Closed ductho9799 closed 1 year ago
I have implemented duration predictor training code. You can test it.
Hi, I will check and review the code ASAP.
I trained VITS2 with your code on my private data.
How are the results? Can you share some samples? No need to share the weights, just wav samples if possible, to see the output quality. Thanks!
Thanks for the samples. They do sound good. Can I ask if you transferred VITS-1 weights to VITS-2 or trained VITS-2 from scratch?
I trained VITS-2 from-scratch. Here is my configs: vits-2-configs.json. I trained it on 4 RTX 3090 24 GVRAM
Interesting! Can I add your samples on README of this repo? I still would advice to add discriminator and train the model.

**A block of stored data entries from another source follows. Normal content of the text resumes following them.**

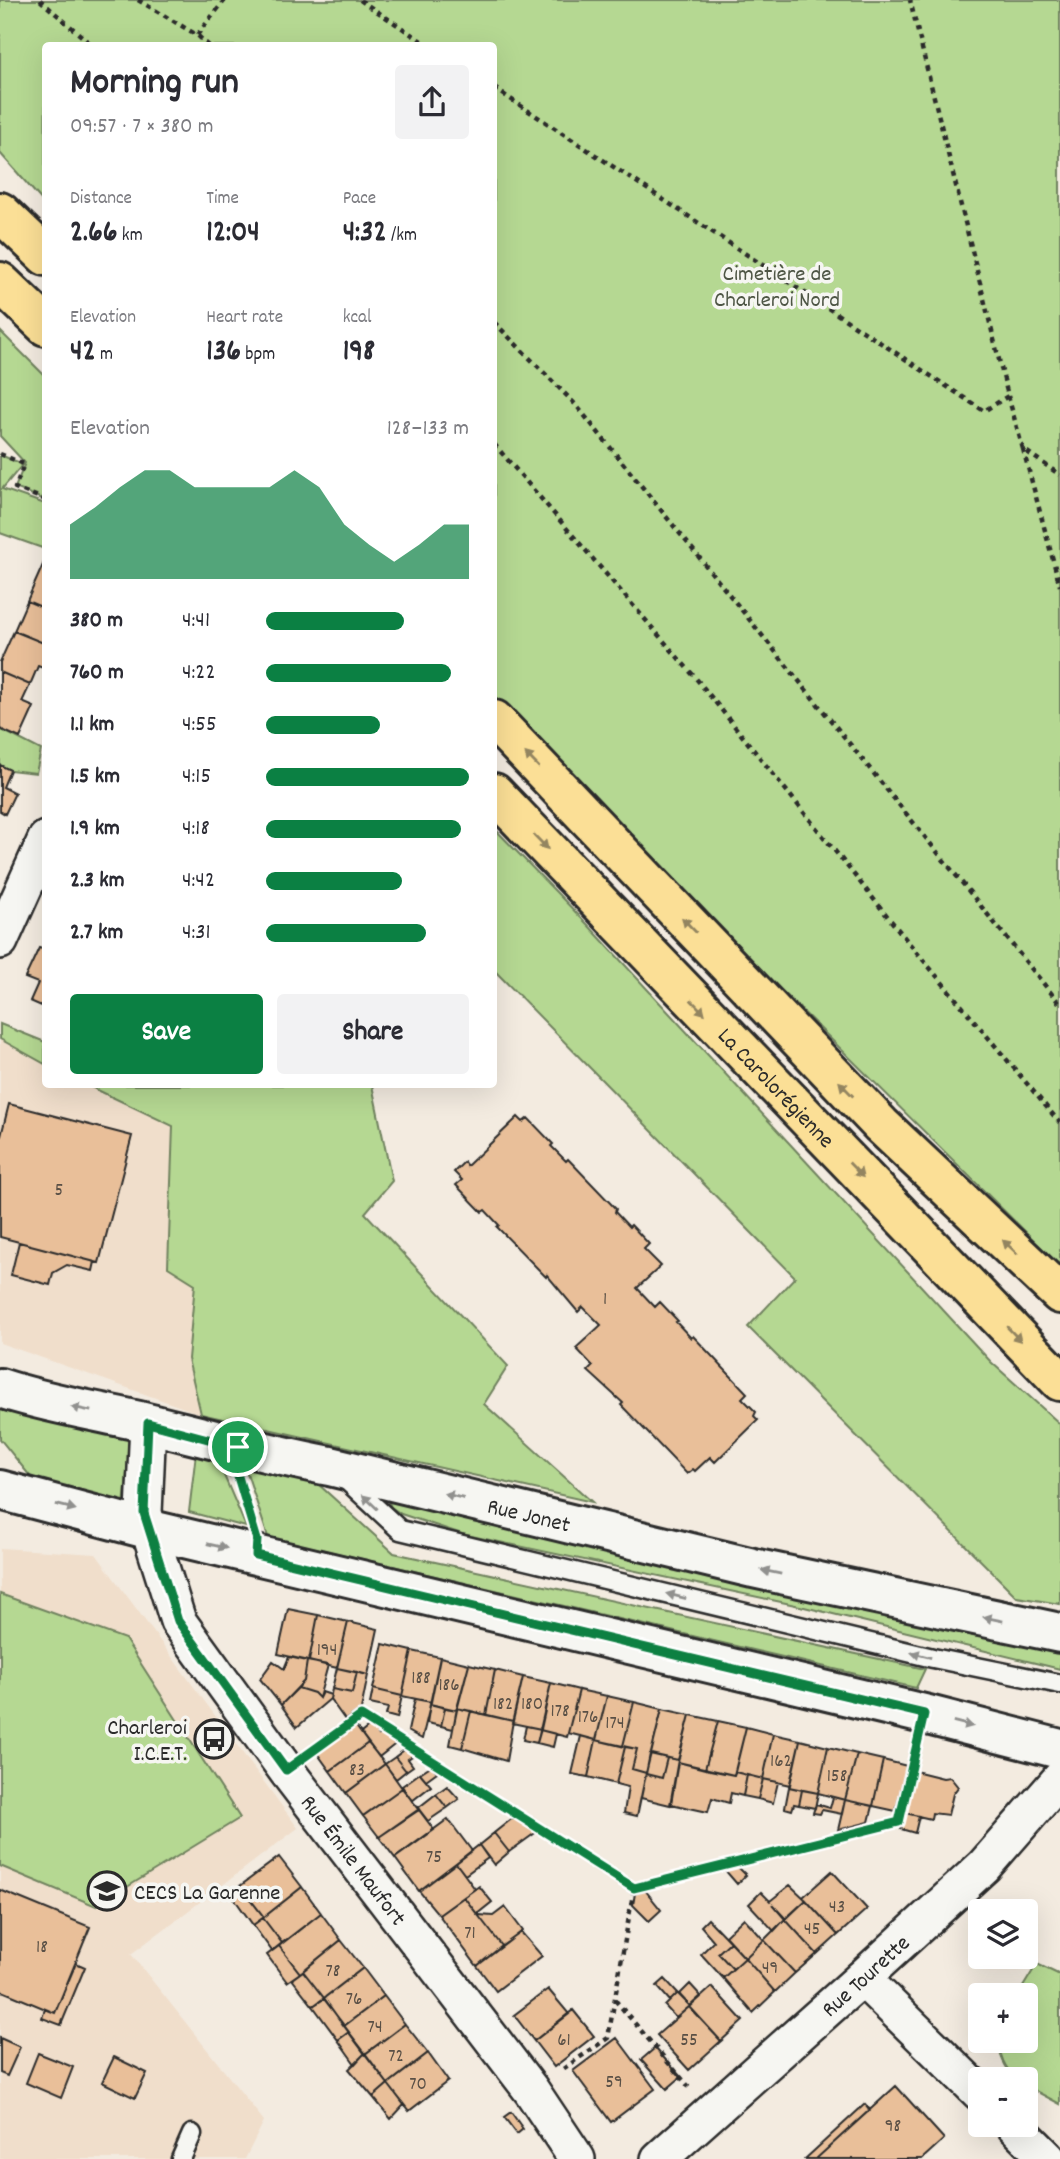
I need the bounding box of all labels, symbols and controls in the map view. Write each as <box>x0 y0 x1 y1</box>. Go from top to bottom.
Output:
text: Morning run <box>70 57 239 112</box>
button: share <box>395 65 469 139</box>
text: 09:57 · 7 × 380 m <box>70 111 214 144</box>
text: Distance <box>70 186 132 213</box>
text: Time <box>206 186 239 213</box>
text: Pace <box>343 186 376 213</box>
text: 2.66 <box>70 213 118 256</box>
text: 12:04 <box>206 213 260 256</box>
text: 4:32 <box>343 213 387 256</box>
text: km <box>118 223 143 250</box>
text: /km <box>387 223 417 250</box>
park label: Cimetière de Charleroi Nord <box>714 259 840 318</box>
text: Elevation <box>70 305 136 332</box>
text: Heart rate <box>206 305 283 332</box>
text: kcal <box>343 305 372 332</box>
text: 42 <box>70 332 96 375</box>
text: 136 <box>206 332 241 375</box>
text: 198 <box>343 332 375 375</box>
text: m <box>96 342 113 369</box>
text: bpm <box>241 342 275 369</box>
text: Elevation <box>70 413 150 446</box>
text: 128–133 m <box>387 413 469 446</box>
text: 380 m <box>70 605 123 638</box>
text: 4:41 <box>182 605 210 638</box>
text: 760 m <box>70 657 124 690</box>
text: 4:22 <box>182 657 215 690</box>
text: 1.1 km <box>70 709 114 742</box>
text: 4:55 <box>182 709 217 742</box>
one-way arrow <box>525 752 541 769</box>
text: 1.5 km <box>70 761 120 794</box>
text: 4:15 <box>182 761 211 794</box>
text: 1.9 km <box>70 813 120 846</box>
text: 4:18 <box>182 813 210 846</box>
one-way arrow <box>532 833 548 850</box>
text: 2.3 km <box>70 865 125 898</box>
text: 4:42 <box>182 865 215 898</box>
text: 2.7 km <box>70 917 123 950</box>
text: 4:31 <box>182 917 211 950</box>
one-way arrow <box>682 917 698 934</box>
button: Save <box>70 994 263 1074</box>
button: Share <box>277 994 469 1074</box>
one-way arrow <box>689 998 705 1015</box>
street label: La Carolorégienne <box>708 1022 841 1157</box>
one-way arrow <box>839 1081 855 1098</box>
one-way arrow <box>847 1162 864 1179</box>
house number: 5 <box>55 1178 63 1205</box>
one-way arrow <box>1001 1239 1019 1255</box>
house number: 1 <box>603 1287 607 1314</box>
one-way arrow <box>1005 1325 1021 1342</box>
one-way arrow <box>70 1403 92 1414</box>
pin <box>208 1417 268 1477</box>
icon: arrive <box>219 1428 257 1466</box>
one-way arrow <box>443 1490 465 1501</box>
street label: Rue Jonet <box>483 1491 573 1543</box>
one-way arrow <box>362 1494 379 1510</box>
one-way arrow <box>55 1502 77 1513</box>
one-way arrow <box>206 1541 228 1552</box>
one-way arrow <box>760 1566 782 1577</box>
one-way arrow <box>665 1590 687 1601</box>
one-way arrow <box>982 1613 1004 1624</box>
house number: 194 <box>317 1638 337 1665</box>
one-way arrow <box>910 1649 932 1660</box>
house number: 188 <box>411 1666 431 1693</box>
house number: 186 <box>438 1673 460 1700</box>
house number: 182 <box>493 1692 513 1719</box>
house number: 180 <box>521 1692 543 1719</box>
house number: 178 <box>550 1699 570 1726</box>
house number: 176 <box>578 1705 598 1732</box>
house number: 174 <box>605 1711 625 1738</box>
place label: Charleroi I.C.E.T. <box>107 1713 187 1772</box>
bus stop icon: Charleroi I.C.E.T. <box>193 1718 235 1760</box>
one-way arrow <box>952 1719 974 1730</box>
house number: 162 <box>770 1749 792 1776</box>
house number: 83 <box>349 1758 365 1785</box>
house number: 158 <box>827 1764 847 1791</box>
street label: Rue Émile Maufort <box>291 1789 413 1934</box>
house number: 75 <box>426 1845 442 1872</box>
school or university icon: CECS La Garenne <box>86 1870 128 1912</box>
place label: CECS La Garenne <box>134 1878 280 1911</box>
house number: 43 <box>829 1895 845 1922</box>
map controls <box>968 1899 1038 2137</box>
button: layers <box>968 1899 1038 1969</box>
house number: 45 <box>804 1917 820 1944</box>
house number: 71 <box>464 1921 476 1948</box>
street label: Rue Tourette <box>815 1929 919 2027</box>
house number: 18 <box>36 1935 48 1962</box>
house number: 49 <box>762 1956 778 1983</box>
house number: 78 <box>326 1959 340 1986</box>
button: + <box>968 1983 1038 2053</box>
house number: 76 <box>346 1987 362 2014</box>
house number: 74 <box>367 2015 383 2042</box>
house number: 61 <box>557 2028 571 2055</box>
house number: 55 <box>680 2028 698 2055</box>
house number: 72 <box>388 2044 404 2071</box>
button: − <box>968 2067 1038 2137</box>
house number: 59 <box>605 2070 623 2097</box>
house number: 70 <box>409 2072 427 2099</box>
house number: 98 <box>885 2114 901 2141</box>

Also, would be great if you can turn on the other flags and check any improvement in the output? Thanks!
Thanks for your suggestions. I'm planning to train VITS-2 with the LJSpeech dataset next week. I will send you the checkpoint of LJSpeech and generated samples.
Hi, I updated the code with 2 discriminators; please check it if you are interested.
Thank you so much for updating the new discriminators. I will test and train with new discriminators. I'll share the result with you as soon as possible.
@ductho9799 hello. What was improved in speech? I'm curious just pronunciation or other characteristics of the voice?
@p0p4k @egorsmkv Hello, I trained a version of VITS-2 with the LJSpeech dataset. I share the weights, config, and audio samples of VITS-2 in VITS-2. Can you help me evaluate the quality of VITS-2 on LJSpeech dataset?
I trained VITS-2 with 390 epochs and the trained duration predictor with 200 epochs.
@ductho9799 change access of your drive file. Thanks.
Yes, try again it, please.
Thanks for sharing the checkpoints! Samples sound not bad! Can you train the latest code with duration discriminator and HIFIGan Discriminator (multiperiod disc) with nosdp?
I am booting a cloud GPU right now to train as well. I want to check if the duration discriminator is working or not. (no nan, inf values, etc)
Thanks for sharing the checkpoints! Samples sound not bad! Can you train the latest code with duration discriminator and HIFIGan Discriminator (multiperiod disc) with nosdp? I can train this config at the weekend.
If the training works well, I will share the checkpoints so you can continue to train on that; else will try to fix the code before weekend.
@ductho9799 checkpoints are on main page readme. Good luck!
I trained VITS-2 from-scratch. Here is my configs: vits-2-configs.json. I trained it on 4 RTX 3090 24 GVRAM
@ductho9799 Can you share file symbols.py, i trained in infore dataset but result not good. I used config like you. :((. All config, model and train.log in drive. Can you give me some advice? Thank you very much.
@ductho9799 have you tried with an external embedding extractor?
@ductho9799 have you tried with an external embedding extractor?
Did you mean bert-vit2s?
@ductho9799 Can you please share your symbols? Cause while trying to inference it, I am getting this error RuntimeError: Error(s) in loading state_dict for SynthesizerTrn: size mismatch for enc_p.emb.weight: copying a param with shape torch.Size([184, 192]) from checkpoint, the shape in current model is torch.Size([178, 192]).
Hello p0p4k! Your repository is very awesome. I trained VITS2 with your code on my private data. I have implemented duration predictor training code. You can test it.